No sampling when transforming random variables with theano using dot product

I am putting together a network latent space model, but can’t get it to sample in pymc3. I’m afraid I’m missing something obvious to do either with using theano transformations or shape parameters, but can’t figure out which. Here is the simplest version of the model that replicates the problem.

N = 30
K = 3
# Make Data
z = TT._shared(np.random.normal(5,1,[N,K]))
xp = TT.dot(z,TT.transpose(z))
lam = xp_.eval()
x_train = np.random.exponential(lam)

#Model
with pm.Model() as simple_model:
    z = pm.Normal('z',mu=0,sd=100,shape=(N,K))
    x = pm.Exponential('x',lam=TT.dot(z,TT.transpose(z)),
                  observed=x_train)

I want to estimate the latent spaces z. No matter what, I always get a matrix of zeros. When I do the transformation with numpy instead of theano, (np.dot(z,np.transpose(z)) I get a dimension mismatch error instead. Thanks in advance for your help.

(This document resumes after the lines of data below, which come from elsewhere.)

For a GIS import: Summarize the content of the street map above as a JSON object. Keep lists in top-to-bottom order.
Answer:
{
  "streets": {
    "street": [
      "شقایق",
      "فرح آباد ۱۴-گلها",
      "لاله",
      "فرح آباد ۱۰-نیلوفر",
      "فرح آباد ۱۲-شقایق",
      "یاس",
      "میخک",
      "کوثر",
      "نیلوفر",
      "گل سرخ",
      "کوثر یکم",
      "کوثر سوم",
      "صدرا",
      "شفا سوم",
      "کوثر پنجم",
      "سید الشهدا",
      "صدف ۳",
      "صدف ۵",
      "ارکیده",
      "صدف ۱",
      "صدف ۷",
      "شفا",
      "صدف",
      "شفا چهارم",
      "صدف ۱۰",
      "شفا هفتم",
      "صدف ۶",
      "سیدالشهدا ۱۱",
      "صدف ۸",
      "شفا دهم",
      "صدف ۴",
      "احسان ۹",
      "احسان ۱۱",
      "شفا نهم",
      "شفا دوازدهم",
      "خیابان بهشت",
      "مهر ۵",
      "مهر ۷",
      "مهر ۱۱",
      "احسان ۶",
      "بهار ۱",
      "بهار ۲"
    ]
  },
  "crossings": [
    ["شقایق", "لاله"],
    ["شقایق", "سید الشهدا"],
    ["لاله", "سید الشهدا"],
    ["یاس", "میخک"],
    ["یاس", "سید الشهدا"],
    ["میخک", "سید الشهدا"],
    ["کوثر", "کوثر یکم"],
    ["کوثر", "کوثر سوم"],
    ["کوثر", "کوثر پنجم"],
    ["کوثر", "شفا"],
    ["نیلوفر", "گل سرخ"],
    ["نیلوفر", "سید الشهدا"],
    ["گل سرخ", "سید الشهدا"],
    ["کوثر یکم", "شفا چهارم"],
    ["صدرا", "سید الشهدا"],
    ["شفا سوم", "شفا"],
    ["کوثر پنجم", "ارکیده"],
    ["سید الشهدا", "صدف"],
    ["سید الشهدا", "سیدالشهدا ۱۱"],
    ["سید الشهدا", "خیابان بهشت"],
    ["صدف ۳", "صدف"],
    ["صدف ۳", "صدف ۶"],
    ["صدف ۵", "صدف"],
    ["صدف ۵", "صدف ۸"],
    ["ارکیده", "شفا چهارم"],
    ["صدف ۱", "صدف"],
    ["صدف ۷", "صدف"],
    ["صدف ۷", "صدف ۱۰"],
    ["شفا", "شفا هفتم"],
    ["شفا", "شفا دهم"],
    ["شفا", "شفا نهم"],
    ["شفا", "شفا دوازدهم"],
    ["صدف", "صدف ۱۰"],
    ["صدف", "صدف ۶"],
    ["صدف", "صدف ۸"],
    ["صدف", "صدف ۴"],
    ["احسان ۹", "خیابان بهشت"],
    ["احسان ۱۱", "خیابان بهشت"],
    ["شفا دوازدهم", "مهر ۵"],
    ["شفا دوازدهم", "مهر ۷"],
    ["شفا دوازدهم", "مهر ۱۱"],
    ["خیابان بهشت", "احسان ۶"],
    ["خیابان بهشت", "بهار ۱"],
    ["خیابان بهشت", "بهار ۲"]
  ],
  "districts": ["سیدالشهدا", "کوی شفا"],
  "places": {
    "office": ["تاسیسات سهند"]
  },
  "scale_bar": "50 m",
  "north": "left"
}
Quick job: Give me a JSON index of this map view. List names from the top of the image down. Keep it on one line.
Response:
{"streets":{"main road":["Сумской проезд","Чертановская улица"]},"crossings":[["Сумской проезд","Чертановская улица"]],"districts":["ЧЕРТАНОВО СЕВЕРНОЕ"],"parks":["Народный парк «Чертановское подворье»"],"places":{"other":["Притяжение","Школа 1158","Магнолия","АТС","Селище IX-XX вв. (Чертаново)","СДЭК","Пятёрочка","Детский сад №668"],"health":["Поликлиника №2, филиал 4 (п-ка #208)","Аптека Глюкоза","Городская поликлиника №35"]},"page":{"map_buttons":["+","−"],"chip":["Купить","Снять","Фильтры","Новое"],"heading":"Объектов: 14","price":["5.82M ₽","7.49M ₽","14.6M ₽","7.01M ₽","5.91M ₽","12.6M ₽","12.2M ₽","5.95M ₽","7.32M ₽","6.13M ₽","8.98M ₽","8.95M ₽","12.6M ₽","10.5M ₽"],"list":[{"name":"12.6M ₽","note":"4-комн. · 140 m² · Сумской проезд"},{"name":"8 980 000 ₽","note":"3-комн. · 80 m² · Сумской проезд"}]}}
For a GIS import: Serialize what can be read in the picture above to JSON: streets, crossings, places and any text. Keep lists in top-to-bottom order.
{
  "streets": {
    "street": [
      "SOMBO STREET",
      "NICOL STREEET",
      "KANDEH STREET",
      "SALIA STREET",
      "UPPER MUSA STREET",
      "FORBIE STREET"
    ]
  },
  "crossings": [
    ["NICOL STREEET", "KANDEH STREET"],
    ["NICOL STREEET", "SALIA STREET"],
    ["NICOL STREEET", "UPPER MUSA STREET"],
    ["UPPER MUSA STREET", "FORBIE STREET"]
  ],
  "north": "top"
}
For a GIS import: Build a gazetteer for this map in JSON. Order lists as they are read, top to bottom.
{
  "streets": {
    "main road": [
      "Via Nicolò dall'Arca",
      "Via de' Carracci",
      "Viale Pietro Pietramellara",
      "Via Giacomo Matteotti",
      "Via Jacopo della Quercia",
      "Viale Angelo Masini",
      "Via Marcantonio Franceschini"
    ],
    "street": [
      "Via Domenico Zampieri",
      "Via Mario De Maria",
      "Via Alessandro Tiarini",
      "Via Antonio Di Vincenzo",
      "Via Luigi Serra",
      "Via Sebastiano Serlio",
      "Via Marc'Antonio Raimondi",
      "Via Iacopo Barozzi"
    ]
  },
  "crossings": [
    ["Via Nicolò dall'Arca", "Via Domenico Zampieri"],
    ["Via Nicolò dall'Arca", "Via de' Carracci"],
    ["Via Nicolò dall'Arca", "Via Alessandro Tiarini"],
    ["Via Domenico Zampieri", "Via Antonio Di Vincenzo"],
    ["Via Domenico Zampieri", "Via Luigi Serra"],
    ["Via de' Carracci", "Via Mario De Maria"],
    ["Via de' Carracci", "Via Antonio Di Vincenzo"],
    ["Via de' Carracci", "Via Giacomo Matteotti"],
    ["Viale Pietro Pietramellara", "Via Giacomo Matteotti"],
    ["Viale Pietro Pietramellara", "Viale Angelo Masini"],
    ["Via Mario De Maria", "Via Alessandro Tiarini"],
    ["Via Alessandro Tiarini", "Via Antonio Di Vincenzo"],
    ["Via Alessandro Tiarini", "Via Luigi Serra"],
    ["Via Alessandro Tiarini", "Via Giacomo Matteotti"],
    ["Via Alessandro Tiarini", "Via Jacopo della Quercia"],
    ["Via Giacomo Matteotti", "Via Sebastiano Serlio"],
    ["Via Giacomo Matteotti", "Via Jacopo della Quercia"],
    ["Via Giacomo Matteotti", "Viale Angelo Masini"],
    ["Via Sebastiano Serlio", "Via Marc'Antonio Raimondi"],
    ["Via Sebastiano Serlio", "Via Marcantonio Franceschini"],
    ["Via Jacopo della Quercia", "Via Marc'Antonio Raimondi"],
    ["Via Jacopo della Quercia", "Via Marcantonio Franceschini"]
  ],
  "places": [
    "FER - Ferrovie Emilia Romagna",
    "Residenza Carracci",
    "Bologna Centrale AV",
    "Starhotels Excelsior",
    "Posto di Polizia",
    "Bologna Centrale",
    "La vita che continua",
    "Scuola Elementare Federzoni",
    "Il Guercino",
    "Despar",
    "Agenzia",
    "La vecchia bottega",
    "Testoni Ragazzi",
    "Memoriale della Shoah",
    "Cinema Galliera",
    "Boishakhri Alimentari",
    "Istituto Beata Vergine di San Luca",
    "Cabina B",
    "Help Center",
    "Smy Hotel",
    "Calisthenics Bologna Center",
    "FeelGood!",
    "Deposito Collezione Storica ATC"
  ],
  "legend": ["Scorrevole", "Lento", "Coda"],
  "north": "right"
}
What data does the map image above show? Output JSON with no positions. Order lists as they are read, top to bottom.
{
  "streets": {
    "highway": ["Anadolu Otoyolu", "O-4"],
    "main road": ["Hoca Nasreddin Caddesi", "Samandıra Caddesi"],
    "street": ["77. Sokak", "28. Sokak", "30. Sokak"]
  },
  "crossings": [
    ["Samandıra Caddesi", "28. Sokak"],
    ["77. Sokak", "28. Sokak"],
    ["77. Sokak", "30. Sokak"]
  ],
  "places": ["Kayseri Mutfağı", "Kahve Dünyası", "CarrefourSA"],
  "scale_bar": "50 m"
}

Note: it’s also possible that I’ve simplified my toy model too much, but the same issue happens when I use the model from this example. http://edwardlib.org/tutorials/latent-space-models

Edit: After more playing, it appears to be adding the dot product that breaks the model, not the shape or transpose. Same result using pm.math.dot.

I think there is a couple of problems here:

  1. the RV z's default values are 0s, which gives an invalid parameter lam to the Exponential.
  2. the model is over specify, with more parameters than observations
  3. the model is unidentifiable with the dot product (-2*-2 is the same as 2*2)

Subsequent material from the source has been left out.